以上分析出在对象头没有hash值的情况下,会调用get_next_hash函数计算出hash值,get_next_hash的定义如下:

get_next_hash函数

  1. static inline intptr_t get_next_hash(Thread * Self, oop obj) {
  2. intptr_t value = 0 ;
  3. if (hashCode == 0) {
  4. // This form uses an unguarded global Park-Miller RNG,
  5. // so it's possible for two threads to race and generate the same RNG.
  6. // On MP system we'll have lots of RW access to a global, so the
  7. // mechanism induces lots of coherency traffic.
  8. // 系统产生随机数
  9. value = os::random() ;
  10. } else
  11. if (hashCode == 1) {
  12. // This variation has the property of being stable (idempotent)
  13. // between STW operations. This can be useful in some of the 1-0
  14. // synchronization schemes.
  15. // 内存地址做移位再和一个随机数做异或
  16. intptr_t addrBits = cast_from_oop<intptr_t>(obj) >> 3 ;
  17. value = addrBits ^ (addrBits >> 5) ^ GVars.stwRandom ;
  18. } else
  19. if (hashCode == 2) {
  20. // 固定返回1
  21. value = 1 ; // for sensitivity testing
  22. } else
  23. if (hashCode == 3) {
  24. // 序列自增
  25. value = ++GVars.hcSequence ;
  26. } else
  27. if (hashCode == 4) {
  28. // 返回内存地址
  29. value = cast_from_oop<intptr_t>(obj) ;
  30. } else {
  31. // Marsaglia's xor-shift 随机数算法
  32. // Marsaglia's xor-shift scheme with thread-specific state
  33. // This is probably the best overall implementation -- we'll
  34. // likely make this the default in future releases.
  35. unsigned t = Self->_hashStateX ;
  36. t ^= (t << 11) ;
  37. Self->_hashStateX = Self->_hashStateY ;
  38. Self->_hashStateY = Self->_hashStateZ ;
  39. Self->_hashStateZ = Self->_hashStateW ;
  40. unsigned v = Self->_hashStateW ;
  41. v = (v ^ (v >> 19)) ^ (t ^ (t >> 8)) ;
  42. Self->_hashStateW = v ;
  43. value = v ;
  44. }
  45. value &= markOopDesc::hash_mask;
  46. if (value == 0) value = 0xBAD ;
  47. assert (value != markOopDesc::no_hash, "invariant") ;
  48. TEVENT (hashCode: GENERATE) ;
  49. return value;
  50. }

可以看到有6种hashCode的生成方法,根据hashCode变量指定不同的生成方案,可以通过在JVM启动参数中添加-XX:hashCode=?,改变默认的hashCode计算方式。
对于OpenJDK8,默认是用最后一种,使用的是Marsaglia’s xor-shift随机数算法。

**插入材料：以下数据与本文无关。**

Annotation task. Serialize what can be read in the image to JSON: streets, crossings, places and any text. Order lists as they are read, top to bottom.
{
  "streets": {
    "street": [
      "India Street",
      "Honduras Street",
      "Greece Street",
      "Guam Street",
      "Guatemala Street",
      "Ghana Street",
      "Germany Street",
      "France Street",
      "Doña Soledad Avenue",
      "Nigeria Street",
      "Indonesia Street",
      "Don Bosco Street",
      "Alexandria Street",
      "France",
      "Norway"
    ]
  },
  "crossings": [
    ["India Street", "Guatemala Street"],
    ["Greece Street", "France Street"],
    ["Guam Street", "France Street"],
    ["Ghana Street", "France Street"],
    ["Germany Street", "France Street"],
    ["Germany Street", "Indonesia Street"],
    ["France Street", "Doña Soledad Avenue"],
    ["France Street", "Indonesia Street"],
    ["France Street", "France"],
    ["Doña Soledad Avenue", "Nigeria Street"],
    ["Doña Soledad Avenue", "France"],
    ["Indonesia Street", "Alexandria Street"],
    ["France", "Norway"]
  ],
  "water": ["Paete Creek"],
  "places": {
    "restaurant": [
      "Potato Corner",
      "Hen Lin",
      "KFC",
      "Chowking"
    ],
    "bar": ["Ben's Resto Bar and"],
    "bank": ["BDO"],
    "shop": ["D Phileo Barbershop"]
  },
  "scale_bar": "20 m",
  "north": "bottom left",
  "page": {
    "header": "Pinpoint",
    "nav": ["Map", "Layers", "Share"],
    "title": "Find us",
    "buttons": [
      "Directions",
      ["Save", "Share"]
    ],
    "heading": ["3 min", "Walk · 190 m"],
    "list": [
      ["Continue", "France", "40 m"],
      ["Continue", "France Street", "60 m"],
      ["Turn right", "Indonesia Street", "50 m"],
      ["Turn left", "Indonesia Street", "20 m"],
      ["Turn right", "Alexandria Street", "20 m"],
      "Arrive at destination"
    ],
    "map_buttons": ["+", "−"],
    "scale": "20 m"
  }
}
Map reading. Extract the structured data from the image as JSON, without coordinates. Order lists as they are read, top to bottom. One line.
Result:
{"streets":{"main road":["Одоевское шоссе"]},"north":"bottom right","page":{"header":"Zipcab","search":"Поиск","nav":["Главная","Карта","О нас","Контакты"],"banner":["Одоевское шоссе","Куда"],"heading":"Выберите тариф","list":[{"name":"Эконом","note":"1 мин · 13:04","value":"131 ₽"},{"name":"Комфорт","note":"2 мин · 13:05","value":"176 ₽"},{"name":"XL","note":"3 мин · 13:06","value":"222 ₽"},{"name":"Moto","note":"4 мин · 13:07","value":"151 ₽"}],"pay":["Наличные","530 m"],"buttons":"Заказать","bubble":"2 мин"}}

  1. product(intx, hashCode, 5,"(Unstable) select hashCode generation algorithm")

此方法使用了三个固定值和一个随机数,在thread.cpp中定义

  1. // thread-specific hashCode stream generator state - Marsaglia shift-xor form
  2. _hashStateX = os::random() ;
  3. _hashStateY = 842502087 ;
  4. _hashStateZ = 0x8767 ; // (int)(3579807591LL & 0xffff) ;
  5. _hashStateW = 273326509 ;

所以,对于JDK8,对象在没有重写hashCode的情况下,hashCode的生成和内存地址无关,默认是根据Marsaglia’s xor-shift算法随机生成的。